**What to work on:** Nothing but the lines from the one with "Find all labels, markers" through the end of the listing should be reproduced, each exactly and with pictures omitted.
──────── Given data ────────
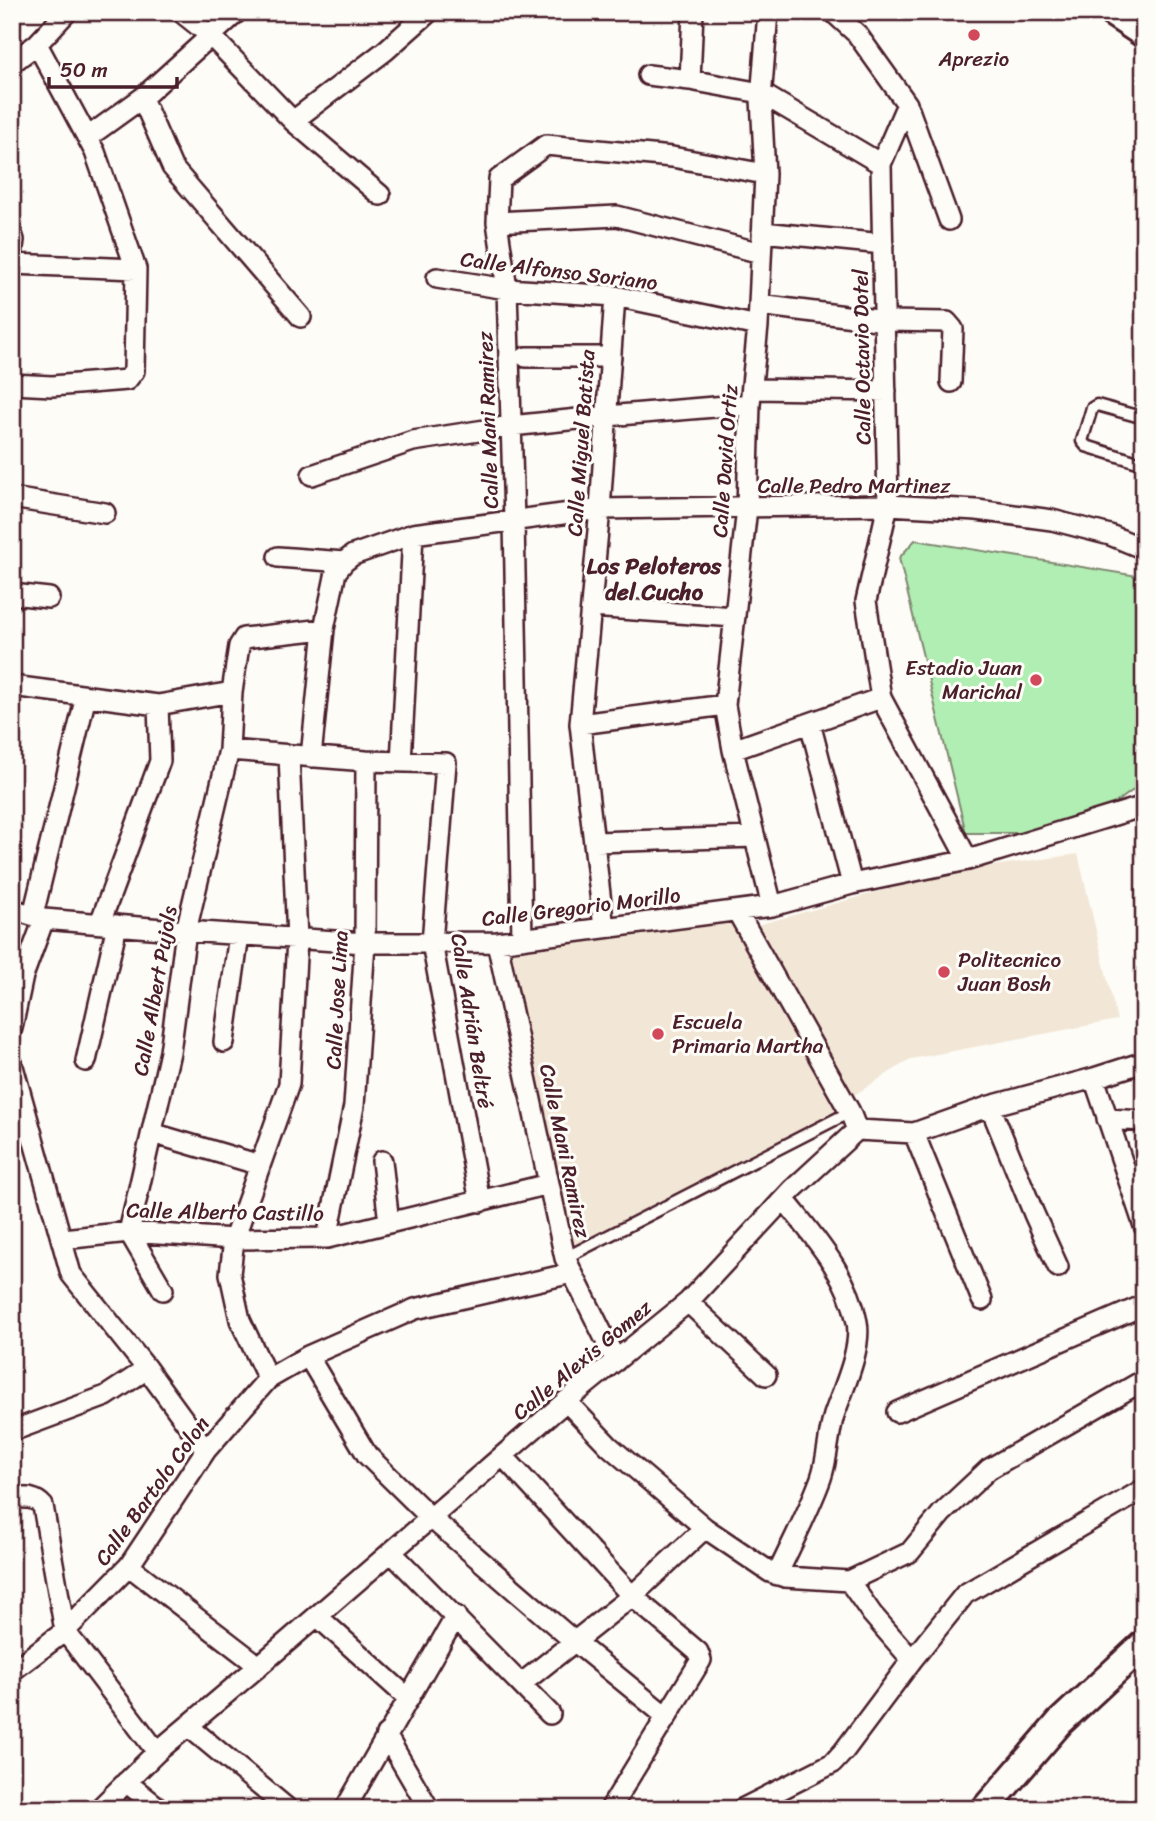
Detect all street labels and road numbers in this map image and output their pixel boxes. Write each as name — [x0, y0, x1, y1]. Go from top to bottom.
street label: Calle Alfonso Soriano — [458, 240, 660, 302]
street label: Calle Octavio Dotel — [841, 268, 883, 445]
street label: Calle Mani Ramirez — [466, 331, 510, 509]
street label: Calle Miguel Batista — [556, 348, 607, 538]
street label: Calle David Ortiz — [701, 382, 749, 539]
street label: Calle Pedro Martinez — [758, 467, 951, 505]
street label: Calle Gregorio Morillo — [480, 876, 682, 938]
street label: Calle Albert Pujols — [121, 903, 189, 1079]
street label: Calle Jose Lima — [314, 929, 360, 1070]
street label: Calle Adrián Beltré — [439, 931, 505, 1112]
street label: Calle Mani Ramirez — [528, 1060, 602, 1242]
street label: Calle Alberto Castillo — [126, 1191, 324, 1233]
street label: Calle Alexis Gomez — [503, 1289, 661, 1430]
street label: Calle Bartolo Colon — [84, 1408, 220, 1574]

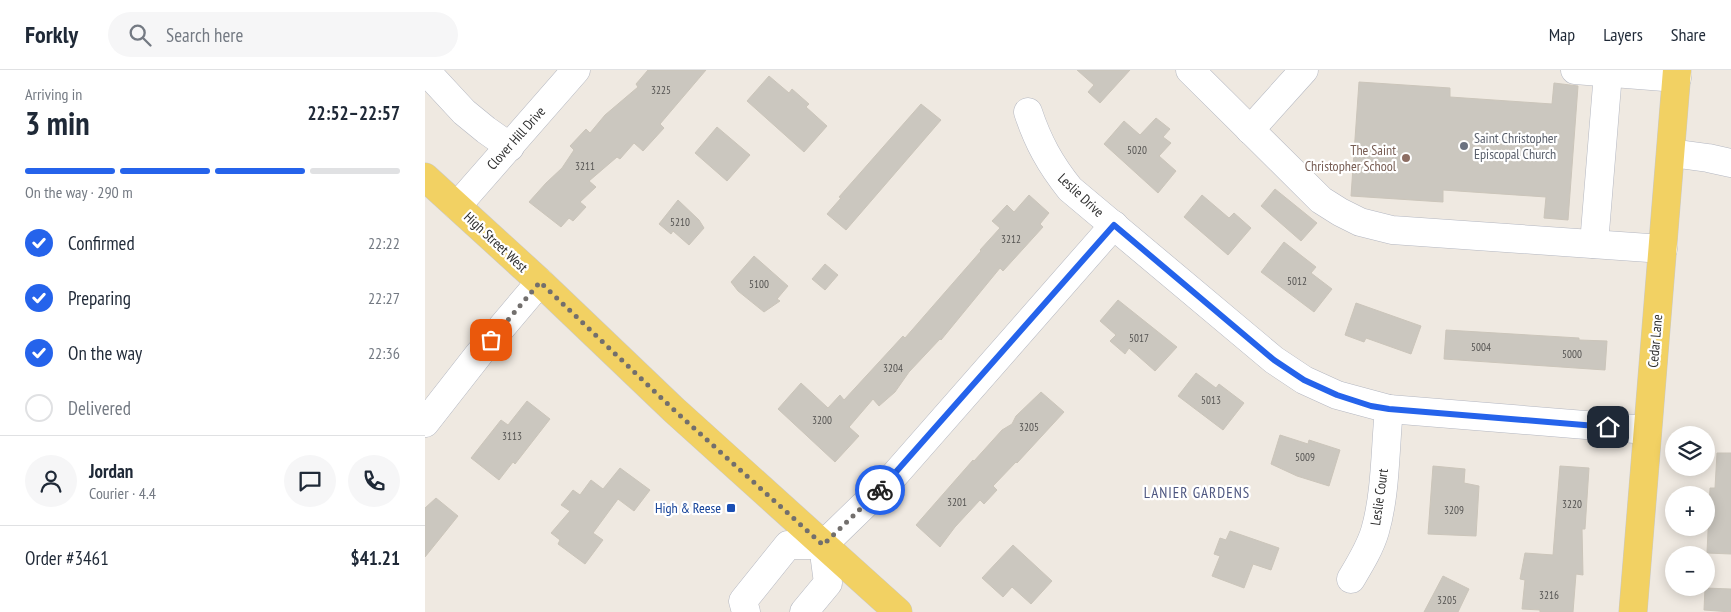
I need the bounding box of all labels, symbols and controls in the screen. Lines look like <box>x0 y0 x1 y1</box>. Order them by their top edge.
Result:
search box <box>108 12 458 57</box>
text: Forkly <box>25 19 78 50</box>
icon: search <box>126 21 154 49</box>
text: Search here <box>166 23 243 47</box>
text: Map <box>1549 23 1575 46</box>
text: Layers <box>1603 23 1643 46</box>
text: Share <box>1671 23 1706 46</box>
house number: 3225 <box>651 83 671 97</box>
text: Arriving in <box>25 84 82 104</box>
text: 22:52–22:57 <box>307 101 400 125</box>
text: 3 min <box>25 102 90 144</box>
street label: Clover Hill Drive <box>483 102 549 173</box>
place label: Saint Christopher Episcopal Church <box>1474 129 1558 163</box>
marker: Saint Christopher Episcopal Church <box>1458 140 1470 152</box>
place label: The Saint Christopher School <box>1305 141 1397 175</box>
house number: 5020 <box>1127 143 1147 157</box>
marker: The Saint Christopher School <box>1400 152 1412 164</box>
house number: 3211 <box>575 159 595 173</box>
street label: Leslie Drive <box>1054 169 1108 221</box>
text: On the way · 290 m <box>25 182 133 202</box>
street label: High Street West <box>460 208 532 276</box>
house number: 5210 <box>670 215 690 229</box>
icon: check <box>25 229 53 257</box>
text: Confirmed <box>68 231 135 255</box>
house number: 3212 <box>1001 232 1021 246</box>
text: 22:22 <box>368 233 400 253</box>
house number: 5012 <box>1287 274 1307 288</box>
house number: 5100 <box>749 277 769 291</box>
icon: check <box>25 284 53 312</box>
text: Preparing <box>68 286 131 310</box>
text: 22:27 <box>368 288 400 308</box>
street label: Cedar Lane <box>1644 313 1666 368</box>
pin <box>470 319 512 361</box>
icon: bag <box>477 326 505 354</box>
house number: 5017 <box>1129 331 1149 345</box>
icon: check <box>25 339 53 367</box>
house number: 5004 <box>1471 340 1491 354</box>
text: On the way <box>68 341 142 365</box>
text: 22:36 <box>368 343 400 363</box>
house number: 5000 <box>1562 347 1582 361</box>
house number: 3204 <box>883 361 903 375</box>
house number: 5013 <box>1201 393 1221 407</box>
text: Delivered <box>68 396 131 420</box>
pin <box>1587 406 1629 448</box>
house number: 3200 <box>812 413 832 427</box>
icon: home <box>1594 413 1622 441</box>
house number: 3205 <box>1019 420 1039 434</box>
map controls <box>1665 426 1715 596</box>
button: layers <box>1665 426 1715 476</box>
house number: 3113 <box>502 429 522 443</box>
house number: 5009 <box>1295 450 1315 464</box>
button: person <box>25 455 77 507</box>
button: chat <box>284 455 336 507</box>
button: phone <box>348 455 400 507</box>
text: Jordan <box>89 459 133 483</box>
courier <box>855 465 905 515</box>
street label: Leslie Court <box>1366 467 1392 526</box>
icon: bike <box>866 476 894 504</box>
text: Courier · 4.4 <box>89 483 156 503</box>
district label: LANIER GARDENS <box>1144 483 1250 502</box>
button: + <box>1665 486 1715 536</box>
house number: 3201 <box>947 495 967 509</box>
house number: 3220 <box>1562 497 1582 511</box>
place label: High & Reese <box>655 499 721 517</box>
marker: High & Reese <box>725 502 737 514</box>
house number: 3209 <box>1444 503 1464 517</box>
text: Order #3461 <box>25 546 109 570</box>
text: $41.21 <box>351 546 400 570</box>
button: − <box>1665 546 1715 596</box>
house number: 3216 <box>1539 588 1559 602</box>
house number: 3205 <box>1437 593 1457 607</box>

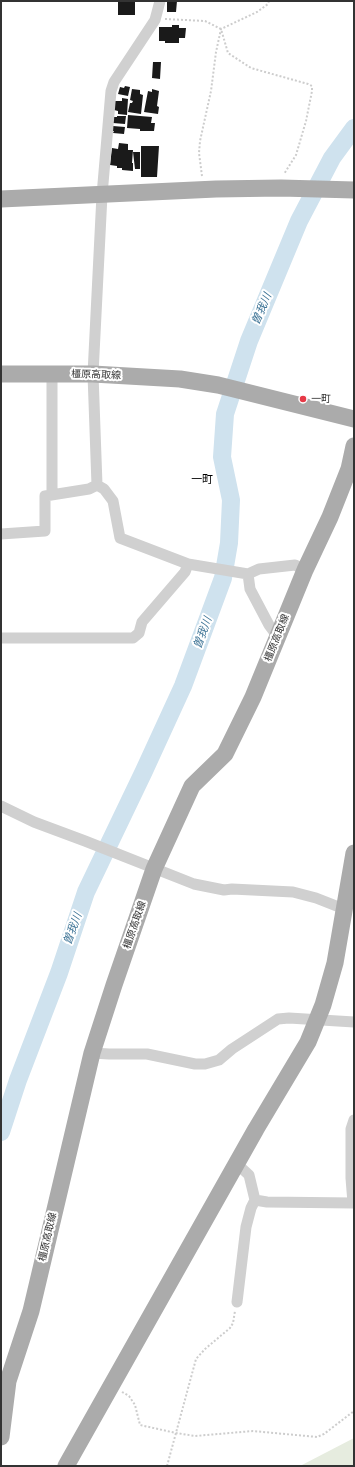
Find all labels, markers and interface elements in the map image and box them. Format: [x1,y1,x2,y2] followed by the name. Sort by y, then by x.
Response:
[249,291,275,327] water label: 曽我川
[71,368,121,382] street label: 橿原高取線
[311,393,331,405] place label: 一町
[298,394,308,404] marker: 一町
[191,473,213,487] district label: 一町
[262,613,292,663] street label: 橿原高取線
[191,615,215,651] water label: 曽我川
[121,899,149,951] street label: 橿原高取線
[61,911,85,947] water label: 曽我川
[37,1211,59,1263] street label: 橿原高取線

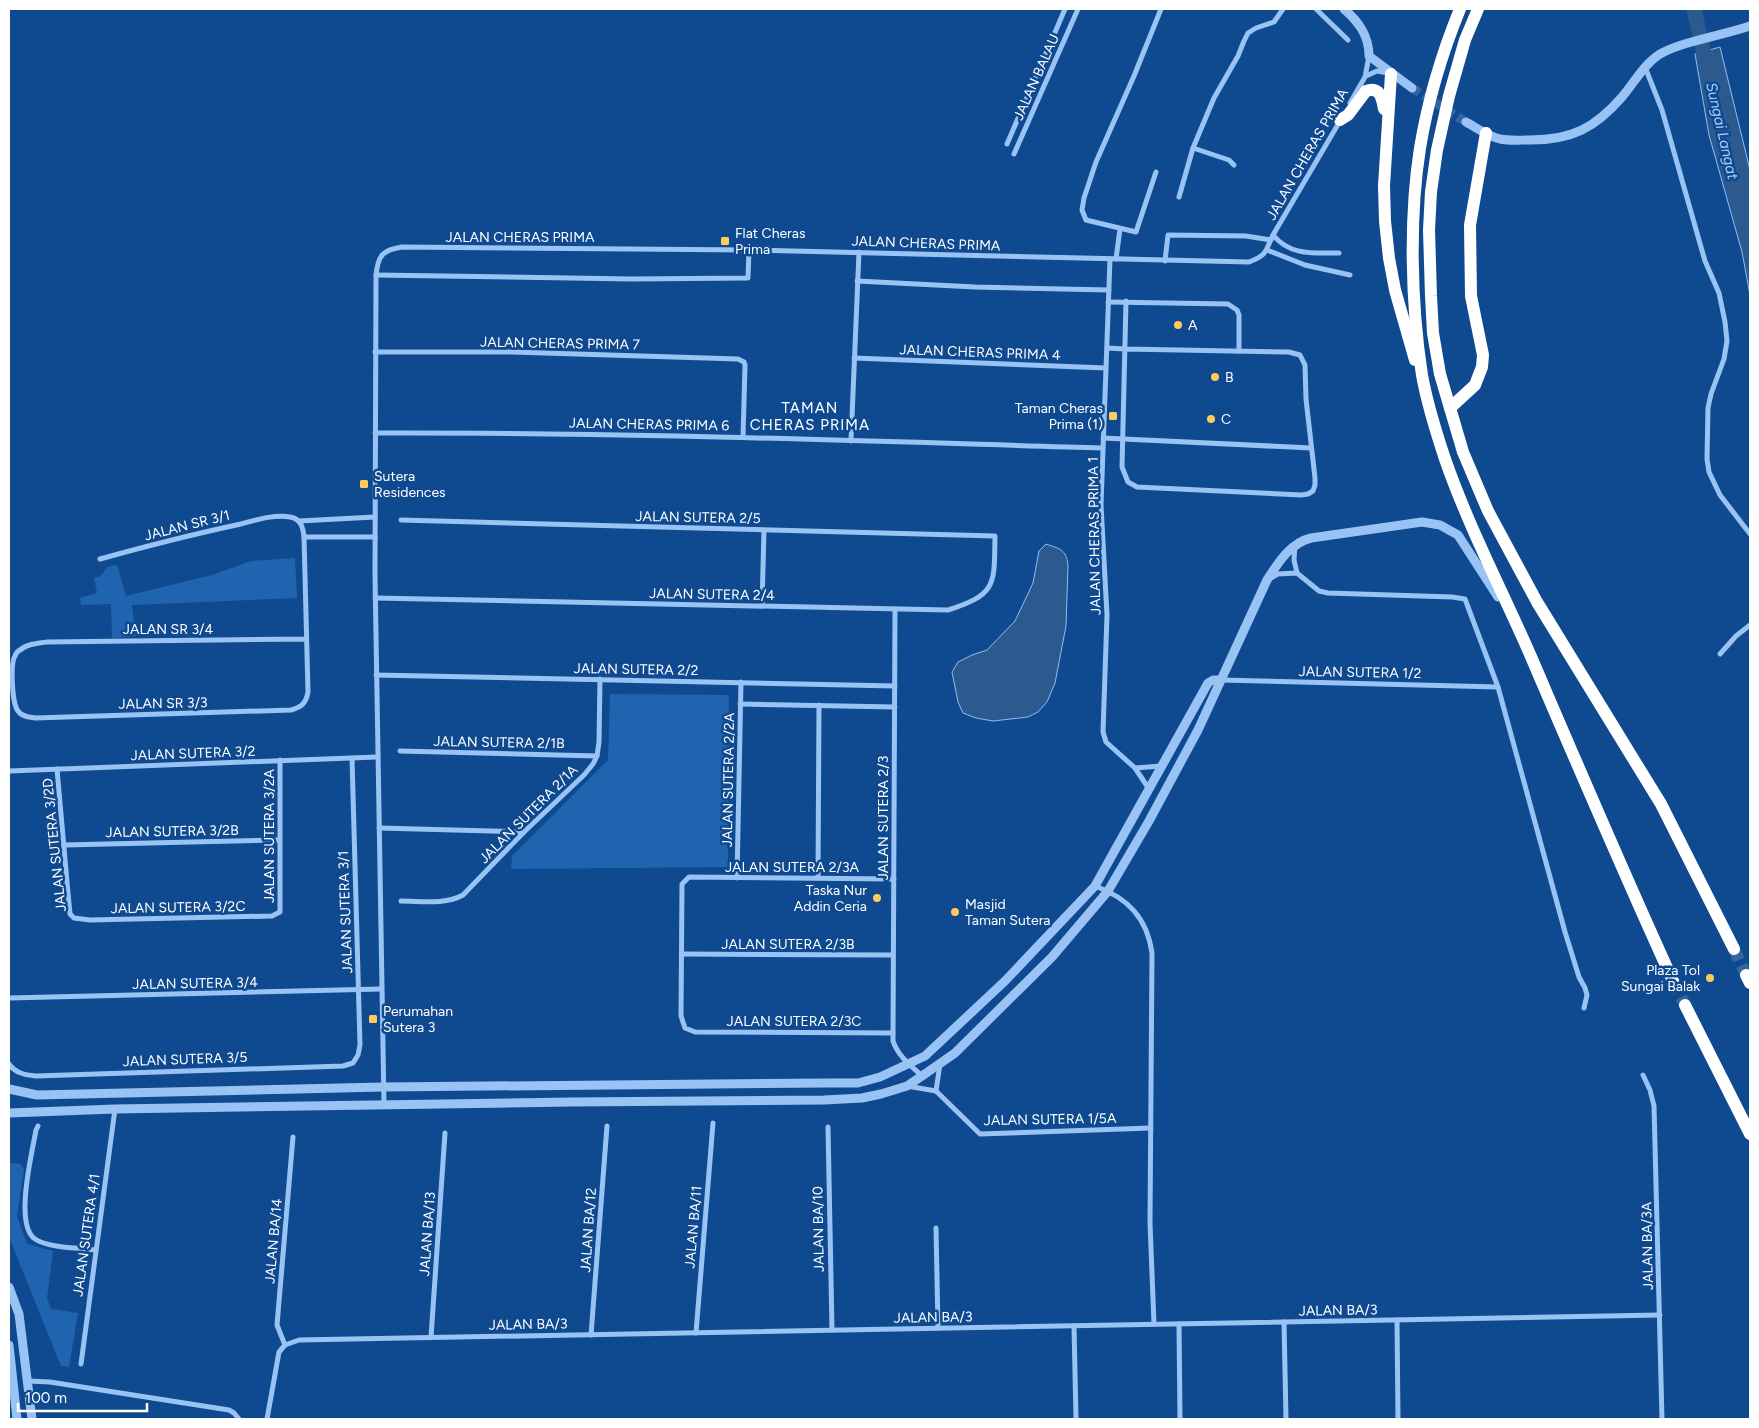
────────
**Task solution:**
Find all labels, markers and interface elements in the map image and box them. Format: [x1,y1,x2,y2] followed by the name. Sort by y, then by x.
Response:
[249,291,275,327] water label: 曽我川
[71,368,121,382] street label: 橿原高取線
[311,393,331,405] place label: 一町
[298,394,308,404] marker: 一町
[191,473,213,487] district label: 一町
[262,613,292,663] street label: 橿原高取線
[191,615,215,651] water label: 曽我川
[121,899,149,951] street label: 橿原高取線
[61,911,85,947] water label: 曽我川
[37,1211,59,1263] street label: 橿原高取線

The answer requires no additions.